- _Data section_:
-.-.-
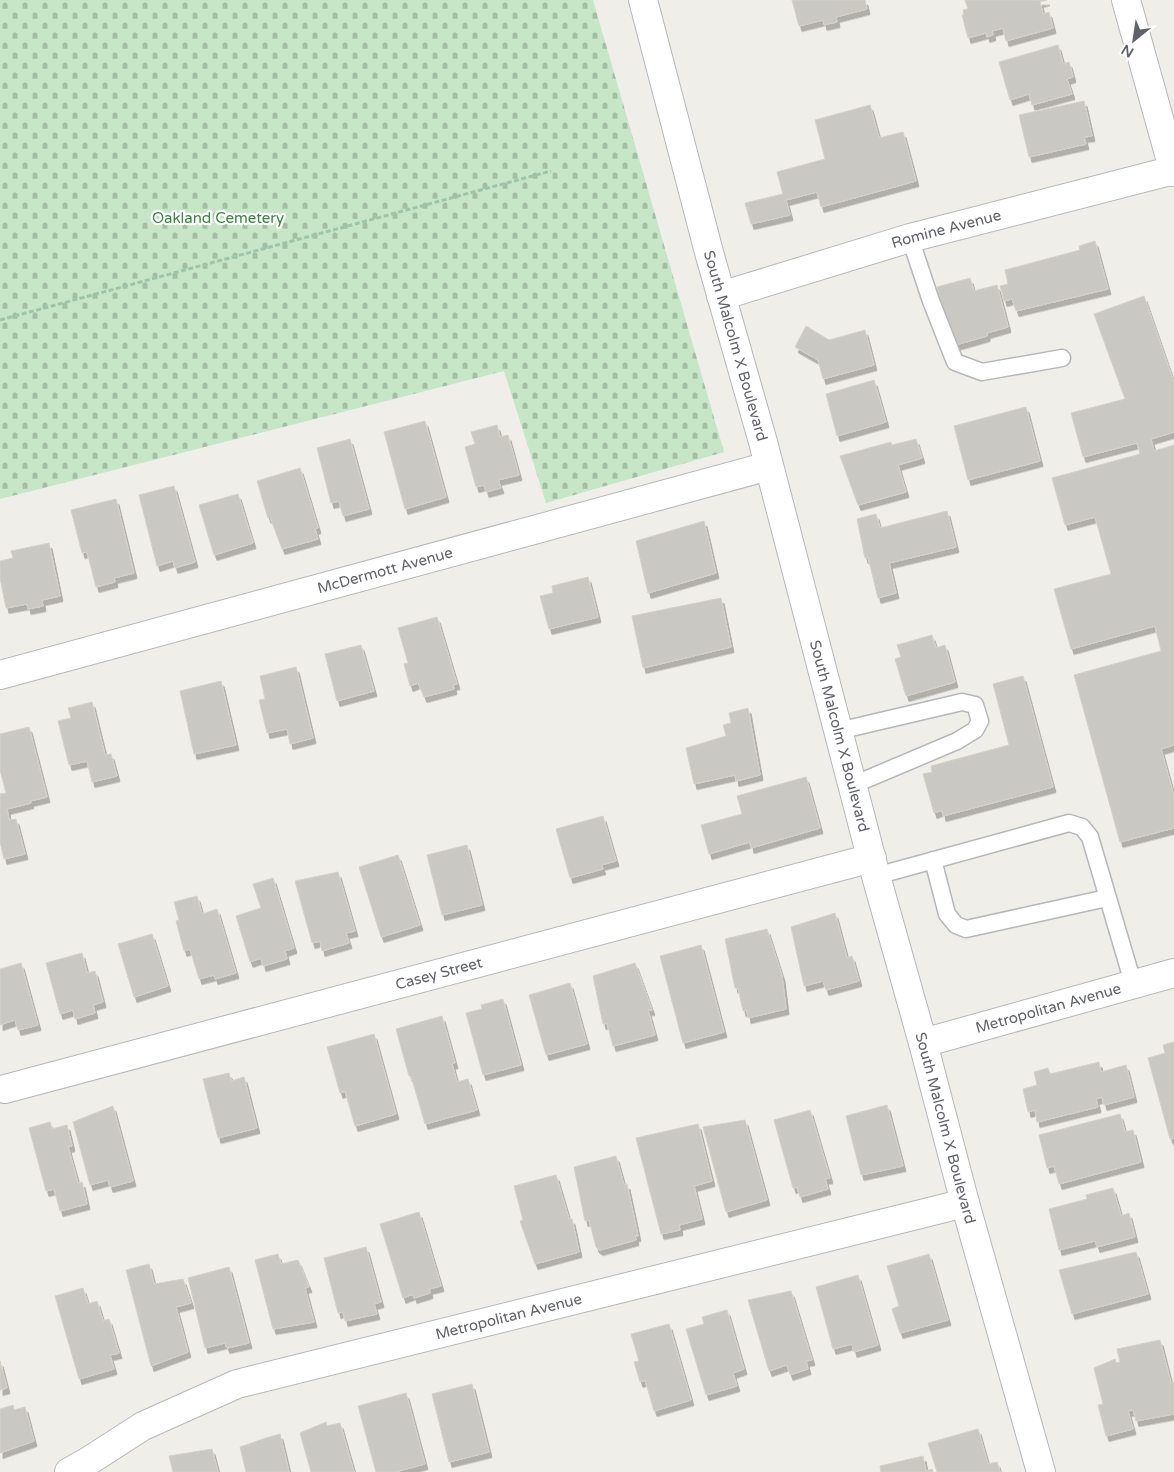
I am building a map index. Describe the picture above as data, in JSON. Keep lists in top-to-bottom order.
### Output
{
  "streets": {
    "street": [
      "Romine Avenue",
      "South Malcolm X Boulevard",
      "McDermott Avenue",
      "Casey Street",
      "Metropolitan Avenue"
    ]
  },
  "crossings": [
    ["Romine Avenue", "South Malcolm X Boulevard"],
    ["South Malcolm X Boulevard", "McDermott Avenue"],
    ["South Malcolm X Boulevard", "Casey Street"],
    ["South Malcolm X Boulevard", "Metropolitan Avenue"]
  ],
  "parks": ["Oakland Cemetery"],
  "north": "bottom left"
}
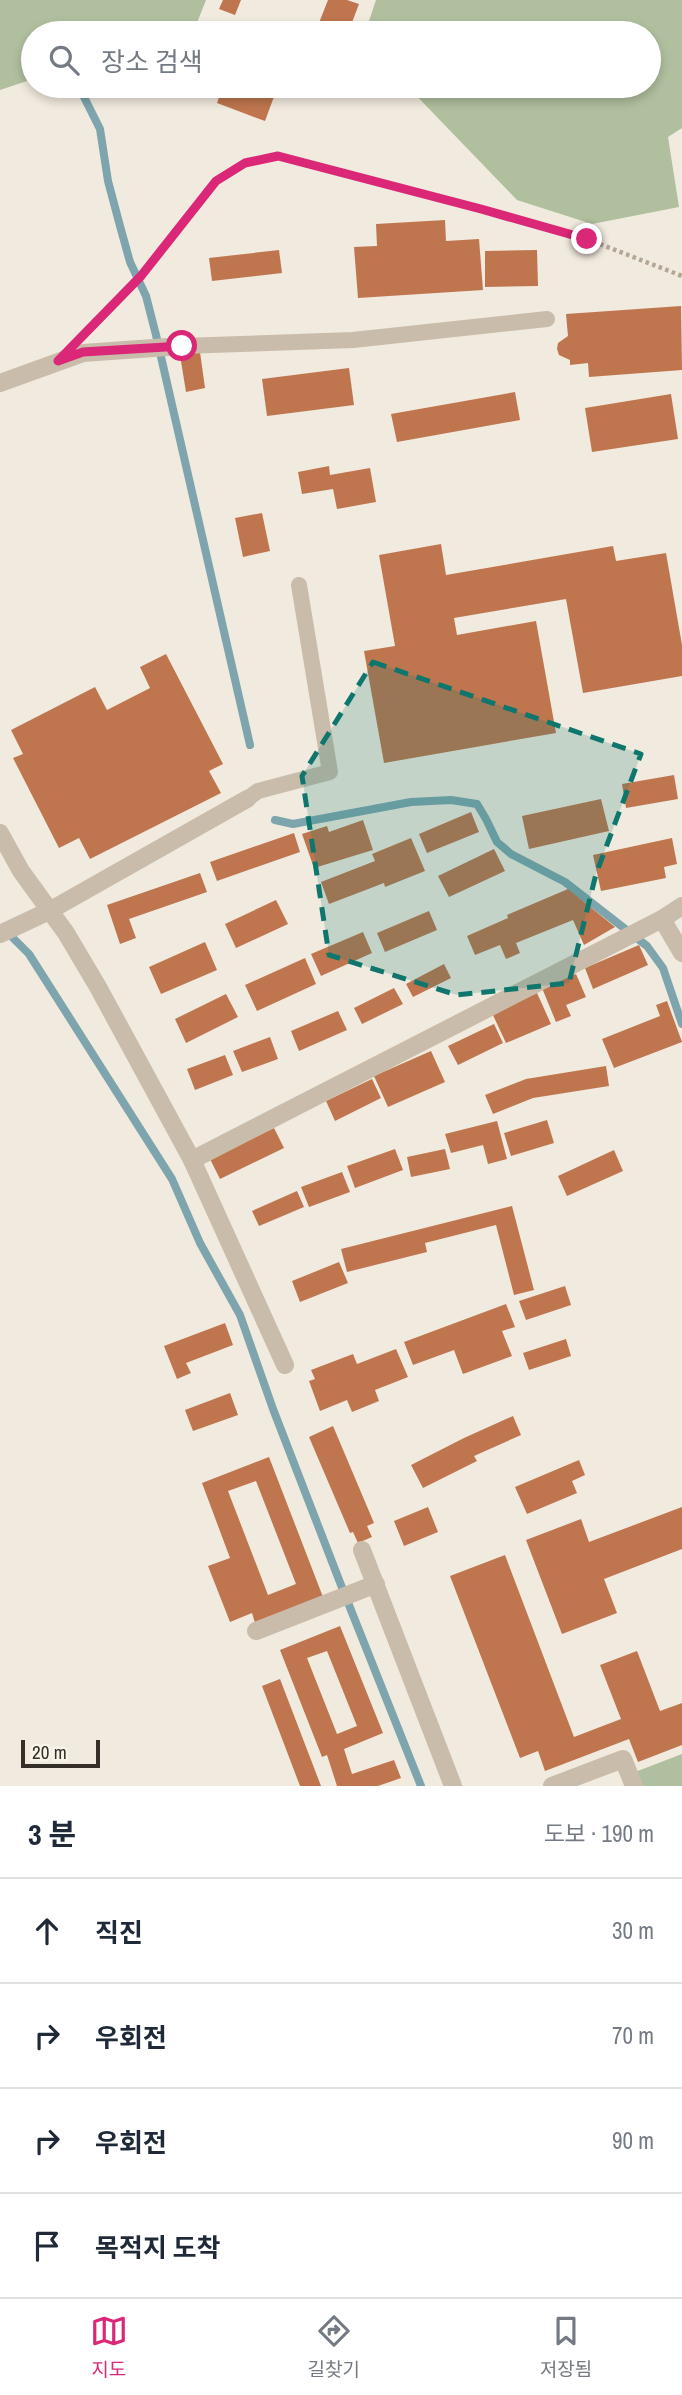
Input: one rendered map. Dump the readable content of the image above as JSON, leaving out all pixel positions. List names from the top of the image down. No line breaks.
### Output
{"scale_bar":"20 m","page":{"search":"장소 검색","scale":"20 m","heading":["3 분","도보 · 190 m"],"list":[["직진","30 m"],["우회전","70 m"],["우회전","90 m"],"목적지 도착"],"nav":["지도","길찾기","저장됨"]}}
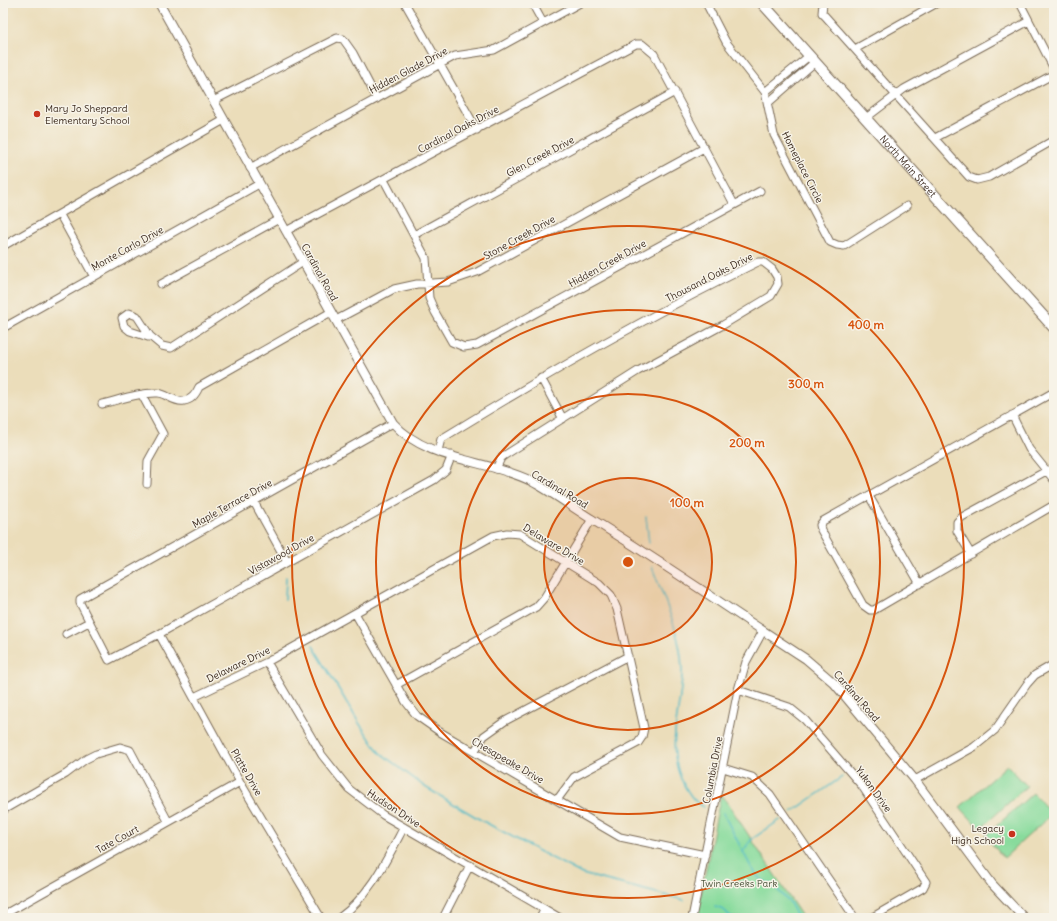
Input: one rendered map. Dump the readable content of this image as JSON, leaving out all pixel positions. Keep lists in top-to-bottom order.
-.-.-
- _Task item_: Each line of the material above that contains the string "content" adds one to the count; report the final count only.

- _Response to the exercise_: 2